> Instructions to follow
Say how many lines of the listing below include the string "strokeStyle" and add nothing else.

> Exercise materials
>>>

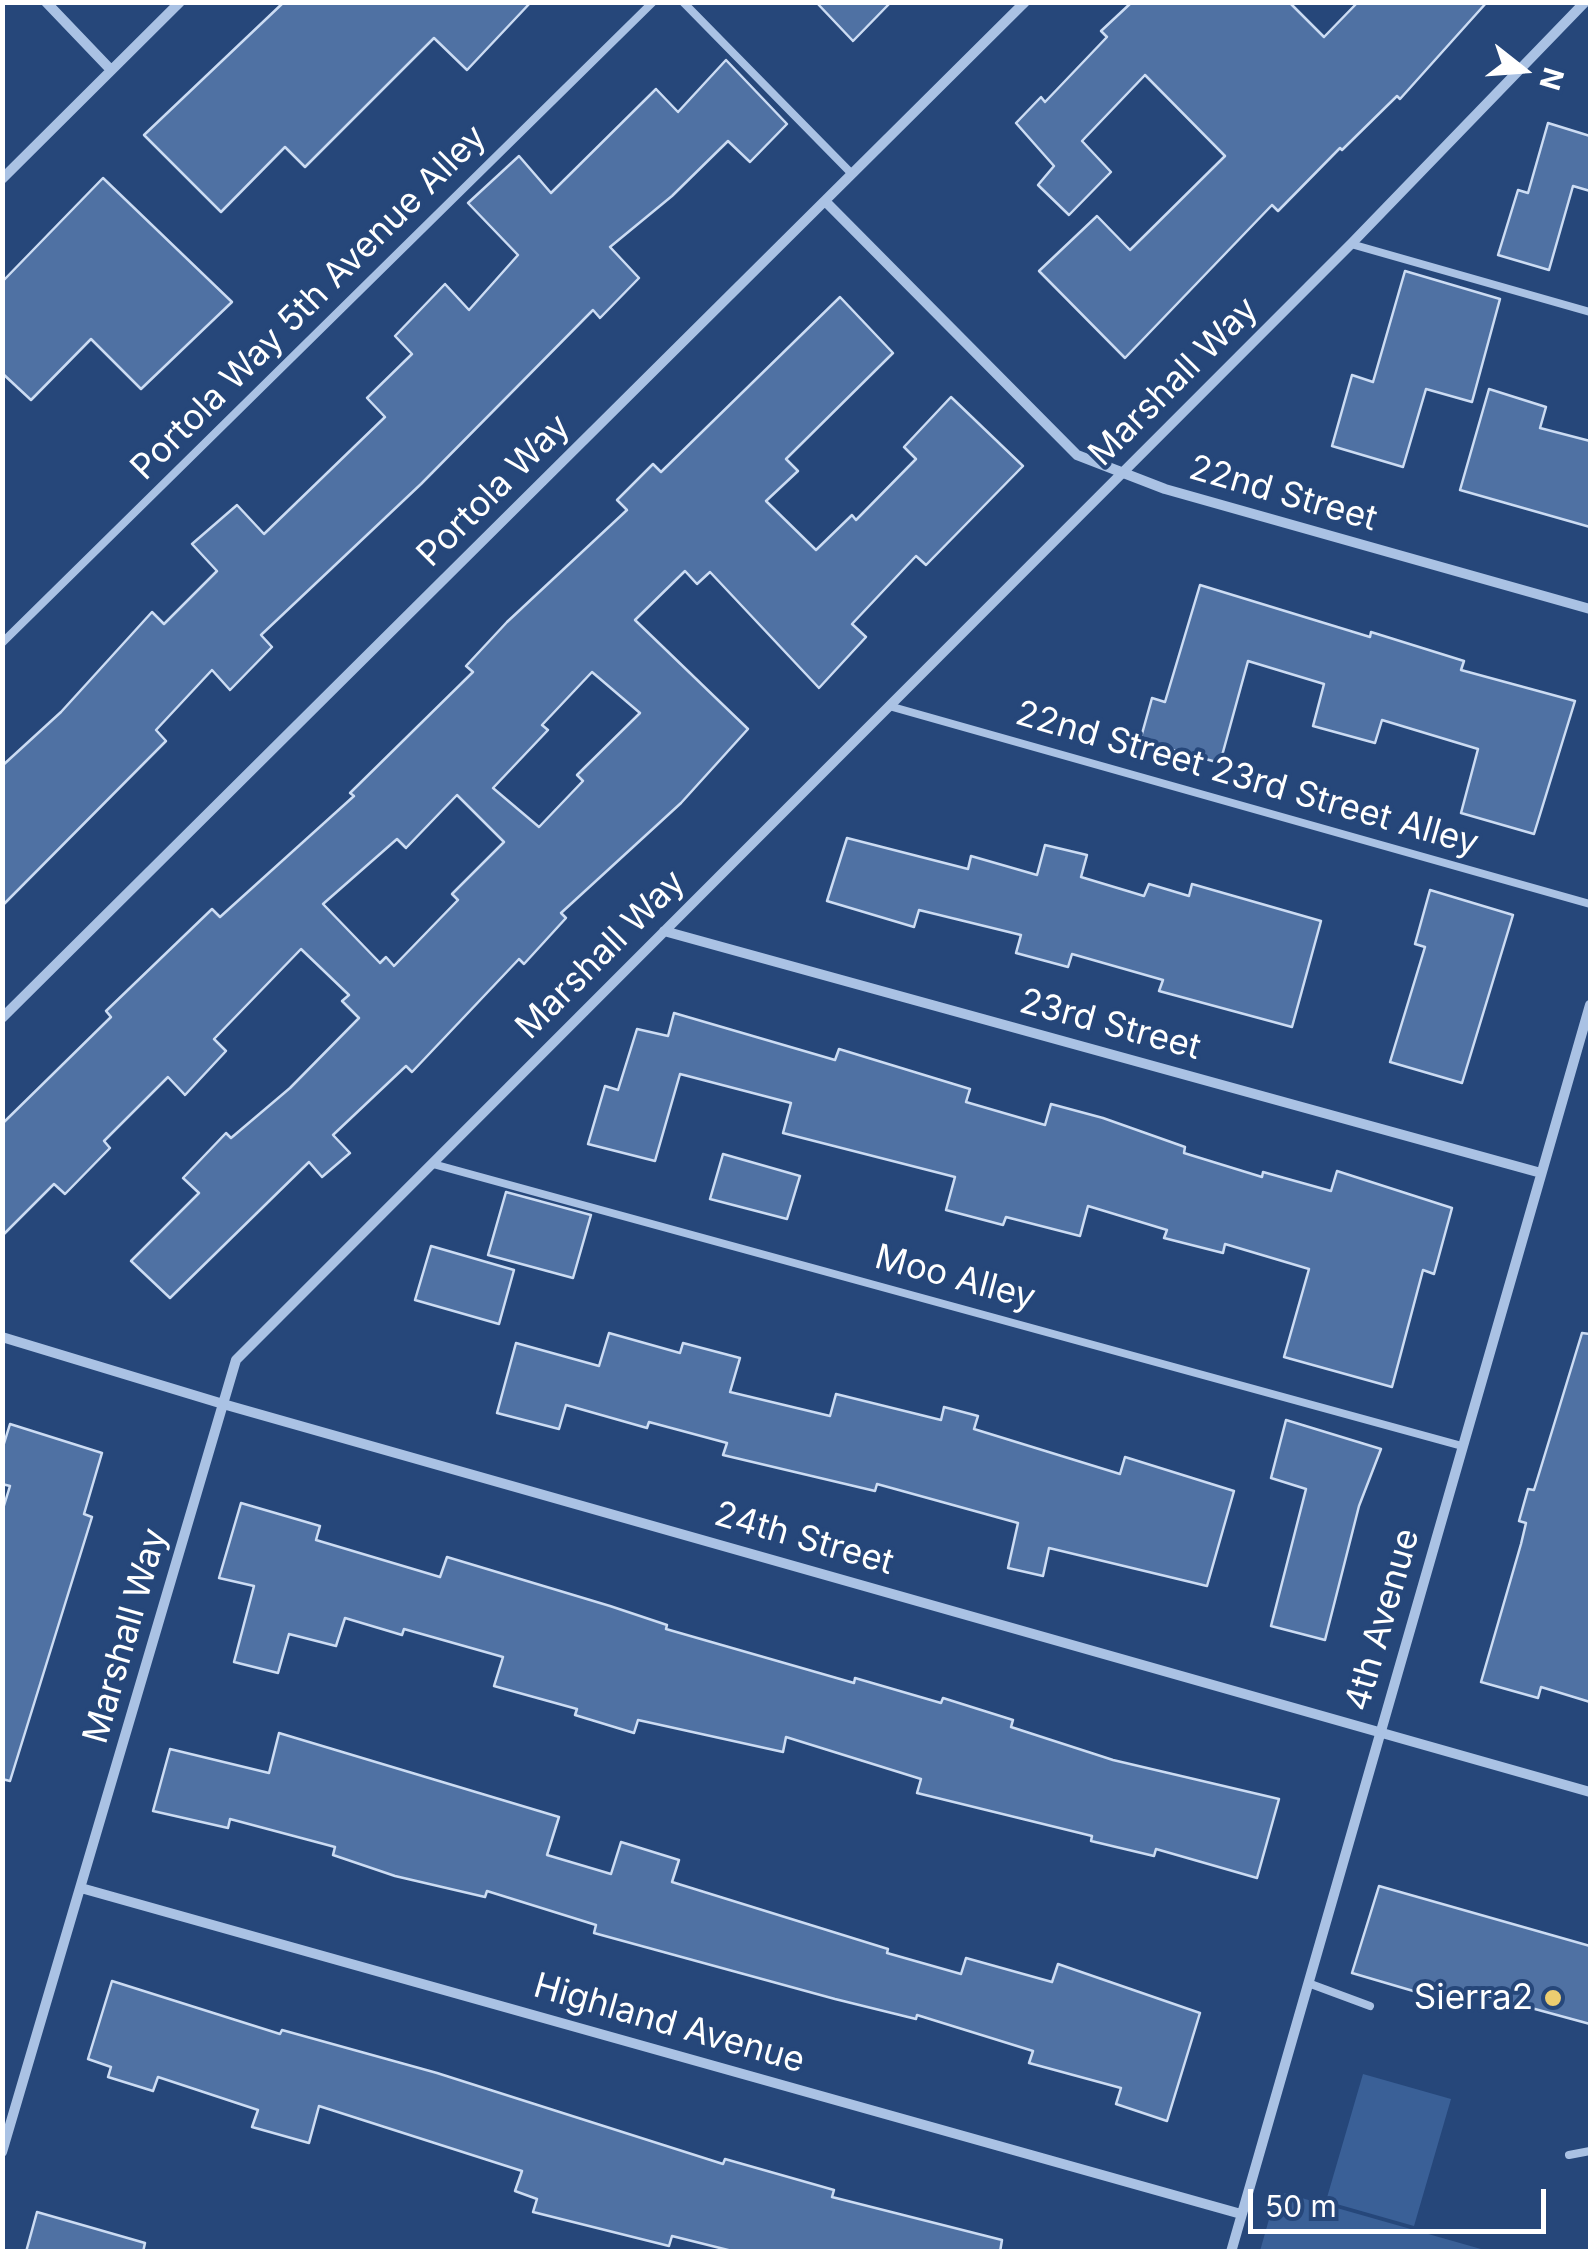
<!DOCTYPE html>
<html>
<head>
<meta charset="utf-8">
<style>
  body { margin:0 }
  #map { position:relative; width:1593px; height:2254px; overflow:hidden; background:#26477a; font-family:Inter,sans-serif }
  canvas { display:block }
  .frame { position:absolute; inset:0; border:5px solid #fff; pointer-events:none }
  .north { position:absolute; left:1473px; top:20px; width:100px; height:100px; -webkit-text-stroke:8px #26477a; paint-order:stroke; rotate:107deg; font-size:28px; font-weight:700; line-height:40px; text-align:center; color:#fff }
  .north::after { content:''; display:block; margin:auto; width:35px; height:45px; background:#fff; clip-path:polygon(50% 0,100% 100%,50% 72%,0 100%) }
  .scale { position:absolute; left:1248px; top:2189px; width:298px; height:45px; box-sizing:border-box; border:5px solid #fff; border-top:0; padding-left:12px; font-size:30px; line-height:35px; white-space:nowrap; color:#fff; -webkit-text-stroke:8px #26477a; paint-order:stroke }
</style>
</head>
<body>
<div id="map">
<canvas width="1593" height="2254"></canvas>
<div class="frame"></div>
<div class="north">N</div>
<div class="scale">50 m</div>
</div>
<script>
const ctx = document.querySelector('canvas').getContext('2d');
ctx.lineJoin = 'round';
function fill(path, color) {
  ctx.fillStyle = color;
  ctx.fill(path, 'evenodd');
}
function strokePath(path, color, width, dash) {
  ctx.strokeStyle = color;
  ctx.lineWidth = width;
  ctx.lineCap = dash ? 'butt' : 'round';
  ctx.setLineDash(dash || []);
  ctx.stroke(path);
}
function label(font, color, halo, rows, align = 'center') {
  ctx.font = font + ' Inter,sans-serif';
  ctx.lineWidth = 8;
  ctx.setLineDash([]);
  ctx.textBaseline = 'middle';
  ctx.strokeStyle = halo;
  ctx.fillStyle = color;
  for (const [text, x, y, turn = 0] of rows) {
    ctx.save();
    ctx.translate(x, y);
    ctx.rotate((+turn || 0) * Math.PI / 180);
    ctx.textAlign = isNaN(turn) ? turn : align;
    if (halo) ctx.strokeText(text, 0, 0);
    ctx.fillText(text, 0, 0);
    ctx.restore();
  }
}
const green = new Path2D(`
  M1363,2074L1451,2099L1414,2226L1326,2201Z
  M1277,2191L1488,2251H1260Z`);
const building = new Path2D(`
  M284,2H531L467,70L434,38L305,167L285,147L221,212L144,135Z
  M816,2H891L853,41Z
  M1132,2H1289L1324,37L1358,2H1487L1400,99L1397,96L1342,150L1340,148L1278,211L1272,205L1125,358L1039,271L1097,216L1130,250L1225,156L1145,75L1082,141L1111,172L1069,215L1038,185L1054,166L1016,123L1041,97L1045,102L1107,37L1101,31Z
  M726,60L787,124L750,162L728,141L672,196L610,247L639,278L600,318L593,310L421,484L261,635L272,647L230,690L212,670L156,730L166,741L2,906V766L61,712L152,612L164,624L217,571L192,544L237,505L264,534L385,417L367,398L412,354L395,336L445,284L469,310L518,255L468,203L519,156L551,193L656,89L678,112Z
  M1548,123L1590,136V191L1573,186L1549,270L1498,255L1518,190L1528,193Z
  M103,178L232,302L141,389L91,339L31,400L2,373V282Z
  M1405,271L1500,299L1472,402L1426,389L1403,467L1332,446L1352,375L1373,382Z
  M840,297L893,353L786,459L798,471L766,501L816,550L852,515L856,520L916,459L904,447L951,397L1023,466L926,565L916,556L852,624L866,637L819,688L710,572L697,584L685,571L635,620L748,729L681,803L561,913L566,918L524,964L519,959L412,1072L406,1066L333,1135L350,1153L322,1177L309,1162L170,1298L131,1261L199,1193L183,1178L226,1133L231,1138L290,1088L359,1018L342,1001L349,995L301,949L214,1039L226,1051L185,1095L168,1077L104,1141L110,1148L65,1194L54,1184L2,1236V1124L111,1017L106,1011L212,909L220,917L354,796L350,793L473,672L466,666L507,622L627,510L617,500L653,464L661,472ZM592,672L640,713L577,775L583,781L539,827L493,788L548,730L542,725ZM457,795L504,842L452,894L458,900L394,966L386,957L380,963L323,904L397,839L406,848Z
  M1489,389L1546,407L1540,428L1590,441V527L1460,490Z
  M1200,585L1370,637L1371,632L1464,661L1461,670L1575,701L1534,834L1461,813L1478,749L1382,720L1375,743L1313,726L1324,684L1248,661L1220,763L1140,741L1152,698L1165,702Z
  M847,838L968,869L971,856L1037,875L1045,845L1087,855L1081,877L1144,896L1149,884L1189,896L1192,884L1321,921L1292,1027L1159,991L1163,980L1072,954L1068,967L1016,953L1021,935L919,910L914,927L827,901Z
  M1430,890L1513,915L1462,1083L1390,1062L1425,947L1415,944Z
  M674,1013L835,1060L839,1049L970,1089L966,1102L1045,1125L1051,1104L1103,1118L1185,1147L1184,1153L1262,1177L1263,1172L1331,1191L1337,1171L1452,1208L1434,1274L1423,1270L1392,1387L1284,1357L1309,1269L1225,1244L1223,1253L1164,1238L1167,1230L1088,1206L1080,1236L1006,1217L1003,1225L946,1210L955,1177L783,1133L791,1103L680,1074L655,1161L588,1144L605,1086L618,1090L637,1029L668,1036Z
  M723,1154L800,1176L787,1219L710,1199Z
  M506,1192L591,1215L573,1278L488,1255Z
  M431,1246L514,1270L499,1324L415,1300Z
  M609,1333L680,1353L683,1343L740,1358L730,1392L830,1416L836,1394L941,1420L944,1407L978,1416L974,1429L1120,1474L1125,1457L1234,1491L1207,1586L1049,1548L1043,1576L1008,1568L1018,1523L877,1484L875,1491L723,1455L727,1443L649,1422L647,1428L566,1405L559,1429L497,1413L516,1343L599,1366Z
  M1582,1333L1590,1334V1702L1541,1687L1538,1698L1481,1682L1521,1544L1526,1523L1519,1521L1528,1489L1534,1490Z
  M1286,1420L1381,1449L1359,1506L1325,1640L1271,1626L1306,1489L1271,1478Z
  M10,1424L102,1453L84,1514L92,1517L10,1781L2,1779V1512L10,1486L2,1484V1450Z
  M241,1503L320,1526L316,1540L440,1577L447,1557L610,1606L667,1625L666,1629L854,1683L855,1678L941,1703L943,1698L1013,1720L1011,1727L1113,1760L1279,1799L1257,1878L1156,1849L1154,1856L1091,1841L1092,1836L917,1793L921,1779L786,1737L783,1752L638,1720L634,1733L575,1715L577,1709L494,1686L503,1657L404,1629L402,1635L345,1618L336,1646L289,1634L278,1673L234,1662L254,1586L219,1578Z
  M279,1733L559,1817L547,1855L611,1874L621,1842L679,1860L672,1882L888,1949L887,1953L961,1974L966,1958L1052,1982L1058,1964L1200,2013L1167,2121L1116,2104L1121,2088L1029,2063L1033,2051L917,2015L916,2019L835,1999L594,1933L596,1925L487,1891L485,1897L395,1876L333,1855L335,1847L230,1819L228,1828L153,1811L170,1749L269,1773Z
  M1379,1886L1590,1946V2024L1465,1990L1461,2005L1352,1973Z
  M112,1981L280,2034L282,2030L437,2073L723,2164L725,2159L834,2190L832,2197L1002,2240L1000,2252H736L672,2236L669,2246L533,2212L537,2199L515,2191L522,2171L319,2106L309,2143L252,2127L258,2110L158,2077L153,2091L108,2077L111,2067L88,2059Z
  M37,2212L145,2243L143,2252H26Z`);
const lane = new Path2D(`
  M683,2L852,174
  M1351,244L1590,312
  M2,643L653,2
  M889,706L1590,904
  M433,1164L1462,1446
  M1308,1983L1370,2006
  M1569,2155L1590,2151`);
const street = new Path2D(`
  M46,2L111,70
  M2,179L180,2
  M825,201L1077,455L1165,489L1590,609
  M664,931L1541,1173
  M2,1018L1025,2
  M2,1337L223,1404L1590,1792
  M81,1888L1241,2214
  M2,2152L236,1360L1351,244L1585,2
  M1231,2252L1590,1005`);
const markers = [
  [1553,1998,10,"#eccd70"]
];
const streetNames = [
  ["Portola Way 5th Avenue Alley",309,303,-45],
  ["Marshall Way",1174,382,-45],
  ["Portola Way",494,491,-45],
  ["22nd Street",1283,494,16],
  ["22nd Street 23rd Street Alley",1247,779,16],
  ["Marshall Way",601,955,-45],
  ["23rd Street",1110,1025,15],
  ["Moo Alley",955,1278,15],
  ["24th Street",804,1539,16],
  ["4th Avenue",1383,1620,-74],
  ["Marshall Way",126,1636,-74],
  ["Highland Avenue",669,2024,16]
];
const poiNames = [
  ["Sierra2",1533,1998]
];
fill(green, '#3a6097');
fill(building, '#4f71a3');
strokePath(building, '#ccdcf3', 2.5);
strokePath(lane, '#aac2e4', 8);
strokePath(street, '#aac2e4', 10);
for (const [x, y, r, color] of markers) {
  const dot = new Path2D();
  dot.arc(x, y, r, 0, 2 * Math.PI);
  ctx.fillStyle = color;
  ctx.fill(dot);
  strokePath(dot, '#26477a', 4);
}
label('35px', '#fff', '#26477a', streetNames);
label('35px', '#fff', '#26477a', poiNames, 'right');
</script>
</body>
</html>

<<<

> Reply
2